Chrome's UI looks good, as it gets rid of all the standard information you expect to see in a browser (File, Edit, View ...), but is it? Perhaps on small screens, like some netbooks, it will benefit from hiding the status bar and the menu bar. Personally, I find the unified URL and search field, with auto completion, very confusing. Then again, I also like high resolution screens.




Member since:
2006-02-05
Select text and there is "Search google for..." in the context menu. Copy text, and "Paste and go" is in the context menu for the url bar. When you search for something on a site, typing the site name in the url bar and hitting tab will let you do a site specific search.
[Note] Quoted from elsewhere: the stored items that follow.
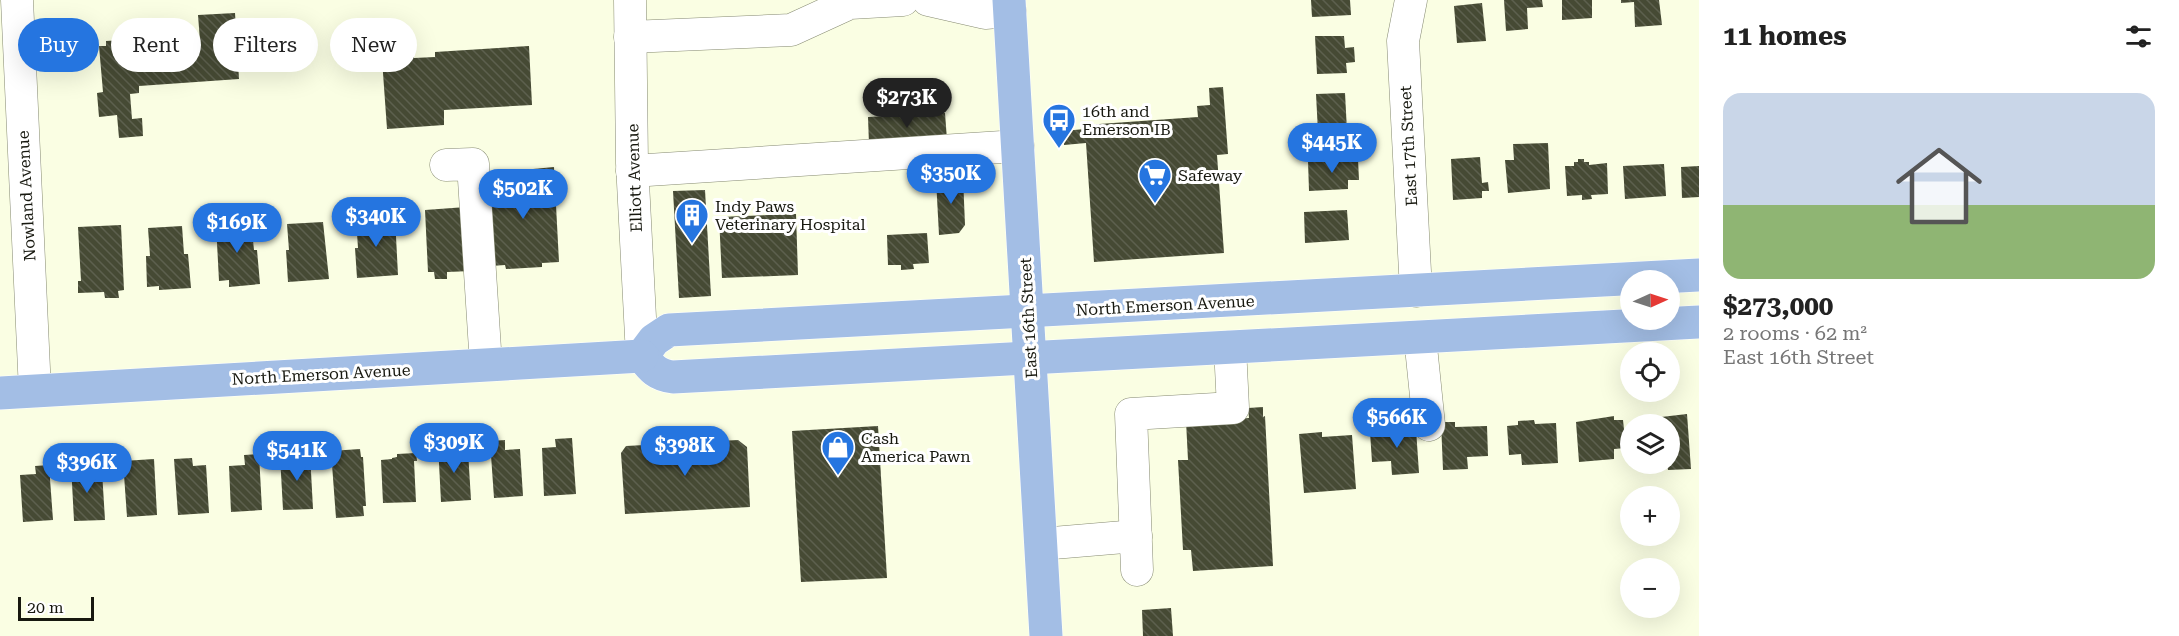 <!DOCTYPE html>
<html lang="en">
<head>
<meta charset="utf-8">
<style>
	body { margin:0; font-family:"Roboto Serif",serif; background:#f6f6f6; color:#222; height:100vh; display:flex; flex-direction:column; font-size:22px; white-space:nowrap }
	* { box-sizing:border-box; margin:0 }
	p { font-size:20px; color:#767676 }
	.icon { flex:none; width:33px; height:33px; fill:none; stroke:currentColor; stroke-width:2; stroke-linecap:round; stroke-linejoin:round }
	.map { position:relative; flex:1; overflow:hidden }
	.sheet { display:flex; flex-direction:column; background:#fff; width:480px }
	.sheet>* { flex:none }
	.hud { position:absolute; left:18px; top:18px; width:570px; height:54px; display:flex; gap:12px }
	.needle { width:39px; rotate:87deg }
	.controls { position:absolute; left:1620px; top:270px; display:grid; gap:12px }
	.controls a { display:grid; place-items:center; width:60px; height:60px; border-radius:50%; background:#fff; box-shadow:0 6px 24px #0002; font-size:30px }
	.scale { position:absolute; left:18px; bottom:15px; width:76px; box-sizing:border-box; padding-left:6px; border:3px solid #17180f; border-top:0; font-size:16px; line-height:21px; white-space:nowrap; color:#17180f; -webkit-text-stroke:4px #fff; paint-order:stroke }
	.price { position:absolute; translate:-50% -51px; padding:0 14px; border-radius:21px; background:#2575e0; color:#fff; font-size:20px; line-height:39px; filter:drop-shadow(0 2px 3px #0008) }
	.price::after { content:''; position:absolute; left:50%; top:36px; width:18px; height:14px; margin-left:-9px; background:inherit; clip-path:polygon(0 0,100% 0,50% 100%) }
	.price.current { background:#222; color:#fff }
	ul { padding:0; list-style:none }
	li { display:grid; align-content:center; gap:12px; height:318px; padding:0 24px }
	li+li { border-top:2px solid #e0e0e0 }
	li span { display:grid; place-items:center; height:186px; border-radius:18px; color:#555 }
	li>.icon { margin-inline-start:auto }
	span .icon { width:108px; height:108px; fill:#fffc; stroke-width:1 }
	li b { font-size:26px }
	h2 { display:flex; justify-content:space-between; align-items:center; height:72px; padding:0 24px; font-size:26px }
	.chip { padding:0 21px; border-radius:27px; background:#fff; box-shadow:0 6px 24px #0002; font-size:21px; line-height:54px }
	.chip.current { background:#2575e0; color:#fff }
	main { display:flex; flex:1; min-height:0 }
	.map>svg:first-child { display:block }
	.building { fill:url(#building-back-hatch) }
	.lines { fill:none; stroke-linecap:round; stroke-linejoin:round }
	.minor-casing { stroke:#868a72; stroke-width:33 }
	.major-casing { stroke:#fff; stroke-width:34 }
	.minor { stroke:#fff; stroke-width:32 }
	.major { stroke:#a3bee5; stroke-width:33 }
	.labels { text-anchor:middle; stroke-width:6; stroke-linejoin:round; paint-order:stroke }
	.poi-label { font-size:16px; fill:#17180f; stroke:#fff; text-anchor:start }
	.street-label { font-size:16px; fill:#17180f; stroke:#fff }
</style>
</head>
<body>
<main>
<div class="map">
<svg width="1699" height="636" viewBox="0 0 1699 636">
	<defs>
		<pattern id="building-back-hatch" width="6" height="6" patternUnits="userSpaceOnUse" patternTransform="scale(1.5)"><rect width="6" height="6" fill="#464a34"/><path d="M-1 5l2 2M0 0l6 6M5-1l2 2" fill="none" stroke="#5d604e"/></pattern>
	</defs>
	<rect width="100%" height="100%" fill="#fafee3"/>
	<g class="building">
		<path d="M1311,0H1350L1351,15L1312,17Z"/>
		<path d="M1504,0H1542L1543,7L1527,8L1528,29L1506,31Z"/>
		<path d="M1562,0H1592V18L1562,20Z"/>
		<path d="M1621,0H1659L1662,25L1635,27L1634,2L1621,3Z"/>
		<path d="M1482,3L1486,41L1457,43L1454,6Z"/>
		<path d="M235,13L239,79L139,86V93L130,94L132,119L142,118L143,136L119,138L117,115L99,117L97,93L103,92L99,46H106V41L170,37L171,43L200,41L198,15Z"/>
		<path d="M1315,36H1344L1345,48L1354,47L1355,62L1346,63L1347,73L1317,74Z"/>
		<path d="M529,46L532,105L444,110V125L387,129L382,59L404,58V53H414V58L435,57V52Z"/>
		<path d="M1223,87L1228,154L1217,155L1224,253L1094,262L1086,143L1064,145L1063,131L1085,129V125L1198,117L1197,106L1210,105L1209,88Z"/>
		<path d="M1345,93L1347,131L1318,132L1316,94Z"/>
		<path d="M945,113L947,140L869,144L868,117Z"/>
		<path d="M1548,143L1550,189L1508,193L1505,160H1514L1513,144Z"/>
		<path d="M1480,157L1482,183L1488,182L1489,191H1482V198L1453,200L1451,159Z"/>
		<path d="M1358,159L1359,180H1348V189L1309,191L1308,161Z"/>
		<path d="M1578,159H1584V162H1589V165L1607,163L1608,194L1591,195L1592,199L1582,200V195L1567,196L1565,166H1574V162H1578Z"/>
		<path d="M1664,164L1666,196L1625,199L1623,166Z"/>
		<path d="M1699,166V197L1682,198L1681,167Z"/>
		<path d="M554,167L559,262L542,263V267L506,269L505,265L491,266L486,178L534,175L533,169Z"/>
		<path d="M963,177L965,225L959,233L939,235L936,179Z"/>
		<path d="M705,190L711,296L679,298L673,191Z"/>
		<path d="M466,207L472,271L447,272V279H435L434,272H428L425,210Z"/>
		<path d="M1347,210L1349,240L1305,243L1304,212Z"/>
		<path d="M796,214L798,275L722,278L719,217Z"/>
		<path d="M395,217L398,275L357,278L355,248H358L356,219Z"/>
		<path d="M251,221L254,250H257L260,284L229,287V280L219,281L216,224Z"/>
		<path d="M323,222L329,279L288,282L286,250H289L287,224Z"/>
		<path d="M121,225L124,290L118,291L119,298H105L104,292L78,293V281H81L78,227Z"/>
		<path d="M182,226L184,254H188L191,288L159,290V286L147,287L146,256H150L148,228Z"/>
		<path d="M927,233L929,263L913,264L914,269L901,270V265H888L887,235Z"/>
		<path d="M1263,407V417L1265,416L1273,566L1193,571L1191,550H1183L1178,460H1188L1186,421L1249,418L1248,408Z"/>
		<path d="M1687,414L1691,469L1668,470L1667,464H1670V424H1645L1644,419Z"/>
		<path d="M1614,416V420H1623L1626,448L1614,449V459L1579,462L1576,422Z"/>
		<path d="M1534,420L1535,424L1556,423L1558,463L1522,465L1521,454L1509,455L1507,426L1518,425V421Z"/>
		<path d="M1406,422V430L1416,429L1419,473L1392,475L1391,461L1372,462L1370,432L1397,430V423Z"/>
		<path d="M1441,422H1455V427L1487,426L1488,456L1467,457L1468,469L1443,470Z"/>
		<path d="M878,426L887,578L801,582L792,431Z"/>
		<path d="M1322,432V437L1352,435L1356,489L1304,493L1299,434Z"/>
		<path d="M572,438L576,494L544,496L542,448L556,447L555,439Z"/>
		<path d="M505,440V450L520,449L523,496L494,498L490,441Z"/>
		<path d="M738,440L747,447L750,507L625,514L621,453L626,446Z"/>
		<path d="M453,443V452L468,451L471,500L441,502L438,444Z"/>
		<path d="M360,449L361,457H363L366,506H363L364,516L336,518L331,451Z"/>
		<path d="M310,453L313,509L283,510L280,455Z"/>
		<path d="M416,453L417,461H414L416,502L383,503L381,460L392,459V458L397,457V454Z"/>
		<path d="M259,454L262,510L231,512L229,466L245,465L244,455Z"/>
		<path d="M192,458L193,466L206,465L209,513L178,515L174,459Z"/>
		<path d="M154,459L157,515L127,517L123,461Z"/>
		<path d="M89,463V472L102,471L105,520L74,521L71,464Z"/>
		<path d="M49,465L53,520L23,522L20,475L36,474L35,466Z"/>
		<path d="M1171,608L1173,636H1143L1142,610Z"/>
	</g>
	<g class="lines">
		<defs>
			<g id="minor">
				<path d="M17,0L35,391"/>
				<path d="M630,0L632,163L642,356"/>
				<path d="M928,0L985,13L1010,11"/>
				<path d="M1411,0L1403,41L1416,291"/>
				<path d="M630,37L791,30L850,3L903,0"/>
				<path d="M446,165L473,164L486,365"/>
				<path d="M632,171L1018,146"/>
				<path d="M1420,337L1429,425"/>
				<path d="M1041,544L1136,536"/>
				<path d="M1137,570L1131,414L1233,408L1230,347"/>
			</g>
			<g id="major">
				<path d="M1009,0L1046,636"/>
				<path d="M642,356L654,340L669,330L1699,275"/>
				<path d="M642,356C652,369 657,375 673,377L1699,322"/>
				<path d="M0,393L642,356"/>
			</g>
		</defs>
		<use href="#minor" class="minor-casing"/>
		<use href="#major" class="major-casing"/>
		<use href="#minor" class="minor"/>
		<use href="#major" class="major"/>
	</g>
	<defs>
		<symbol id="bus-pin" viewBox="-11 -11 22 30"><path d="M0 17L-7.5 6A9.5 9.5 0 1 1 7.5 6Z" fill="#2575e0" stroke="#fff"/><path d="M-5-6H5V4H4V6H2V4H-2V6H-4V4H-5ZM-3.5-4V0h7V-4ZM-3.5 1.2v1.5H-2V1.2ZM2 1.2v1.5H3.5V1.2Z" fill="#fff"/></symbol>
		<symbol id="supermarket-pin" viewBox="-11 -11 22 30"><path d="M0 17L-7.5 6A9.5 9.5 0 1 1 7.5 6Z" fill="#2575e0" stroke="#fff"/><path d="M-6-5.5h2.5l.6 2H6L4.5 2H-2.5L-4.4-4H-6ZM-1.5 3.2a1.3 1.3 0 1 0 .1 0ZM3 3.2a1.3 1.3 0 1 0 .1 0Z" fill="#fff"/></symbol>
		<symbol id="building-pin" viewBox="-11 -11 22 30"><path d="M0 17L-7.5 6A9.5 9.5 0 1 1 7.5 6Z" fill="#2575e0" stroke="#fff"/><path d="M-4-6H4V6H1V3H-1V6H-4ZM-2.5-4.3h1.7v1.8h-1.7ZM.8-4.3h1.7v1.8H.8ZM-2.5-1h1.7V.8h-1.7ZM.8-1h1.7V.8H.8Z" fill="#fff"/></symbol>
		<symbol id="shop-pin" viewBox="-11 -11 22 30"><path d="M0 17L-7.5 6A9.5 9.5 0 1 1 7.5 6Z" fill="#2575e0" stroke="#fff"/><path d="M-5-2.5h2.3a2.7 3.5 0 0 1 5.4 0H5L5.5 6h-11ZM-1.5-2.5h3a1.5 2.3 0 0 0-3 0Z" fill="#fff"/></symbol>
	</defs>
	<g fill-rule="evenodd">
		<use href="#bus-pin" x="1040" y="101" width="38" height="52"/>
		<use href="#supermarket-pin" x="1136" y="156" width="38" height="52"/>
		<use href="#building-pin" x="673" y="196" width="38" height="52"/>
		<use href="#shop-pin" x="819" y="428" width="38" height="52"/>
	</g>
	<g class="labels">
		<g class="poi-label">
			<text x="1082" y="117">16th and<tspan x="1082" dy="18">Emerson IB</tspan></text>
			<text x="1178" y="181">Safeway</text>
			<text x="715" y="212">Indy Paws<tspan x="715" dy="18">Veterinary Hospital</tspan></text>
			<text x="861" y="444">Cash<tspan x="861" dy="18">America Pawn</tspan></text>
		</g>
		<g class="street-label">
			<text transform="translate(1408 146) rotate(-93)" y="6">East 17th Street</text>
			<text transform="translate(634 178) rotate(-92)" y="6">Elliott Avenue</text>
			<text transform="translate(26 196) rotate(-93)" y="6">Nowland Avenue</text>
			<text transform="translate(1165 305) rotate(-3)" y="6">North Emerson Avenue</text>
			<text transform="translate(1028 318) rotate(-93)" y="6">East 16th Street</text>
			<text transform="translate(321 374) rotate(-3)" y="6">North Emerson Avenue</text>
		</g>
	</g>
</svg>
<div class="controls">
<a><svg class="needle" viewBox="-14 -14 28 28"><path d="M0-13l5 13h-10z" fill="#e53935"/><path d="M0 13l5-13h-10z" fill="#767676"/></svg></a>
<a><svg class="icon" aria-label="locate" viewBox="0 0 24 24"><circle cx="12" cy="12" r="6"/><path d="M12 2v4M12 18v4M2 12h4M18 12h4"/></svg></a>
<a><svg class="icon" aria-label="layers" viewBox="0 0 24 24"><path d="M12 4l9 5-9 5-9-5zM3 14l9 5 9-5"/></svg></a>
<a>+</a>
<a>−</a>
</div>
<div class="scale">20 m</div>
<b class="price current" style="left:907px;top:129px">$273K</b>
<b class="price" style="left:1332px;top:174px">$445K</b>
<b class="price" style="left:951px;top:205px">$350K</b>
<b class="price" style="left:523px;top:220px">$502K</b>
<b class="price" style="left:376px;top:248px">$340K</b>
<b class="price" style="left:237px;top:254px">$169K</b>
<b class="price" style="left:1397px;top:449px">$566K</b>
<b class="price" style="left:454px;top:474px">$309K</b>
<b class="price" style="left:685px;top:477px">$398K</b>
<b class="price" style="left:297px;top:482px">$541K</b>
<b class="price" style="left:87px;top:494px">$396K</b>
<div class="hud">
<a class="chip current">Buy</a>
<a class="chip">Rent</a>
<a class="chip">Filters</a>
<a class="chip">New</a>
</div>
</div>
<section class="sheet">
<h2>11 homes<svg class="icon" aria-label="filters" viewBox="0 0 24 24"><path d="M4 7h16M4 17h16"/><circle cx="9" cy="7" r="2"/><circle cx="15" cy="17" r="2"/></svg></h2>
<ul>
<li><span style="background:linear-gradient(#c9d6e8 60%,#8fb573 0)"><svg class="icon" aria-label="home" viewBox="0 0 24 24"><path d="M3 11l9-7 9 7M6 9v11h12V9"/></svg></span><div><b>$273,000</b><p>2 rooms · 62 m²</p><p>East 16th Street</p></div></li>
</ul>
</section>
</main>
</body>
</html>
Bookmark bar comes and goes with Ctrl-B, and the status bar goes away when it isnt displaying anything. "Tearing" a tab off of a window and dropping it outside the window creates a new window, dropping it inside an existing window adds the tab to that window. Built in task manager that lets you kill unresponsive tabs/plugins. Built in memory profiler when you want to know what site is eating all your memory. "Speed Dial" page also has a list of frequently used site specific searches, and a list of tabs you recently closed. UI is fantastic, it gets out of your way as much as possible, with nice subtle touches (like the tab animation, or the way the domain is slightly darker then the rest of the url) And finally, the performance is more the "slightly faster". I have no idea why, but pages seem to render faster, and start time is next to zero.
Now, opera invented a lot of that stuff, and most of it is available through plugins on firefox. However, (in my opinion anyways) the implementation is far better on chrome then I have seen anywhere else. And while (except for the profiler) I literally use all these features multiple times a day, they do not get in your way. Firefox to me is basically a firebug bucket.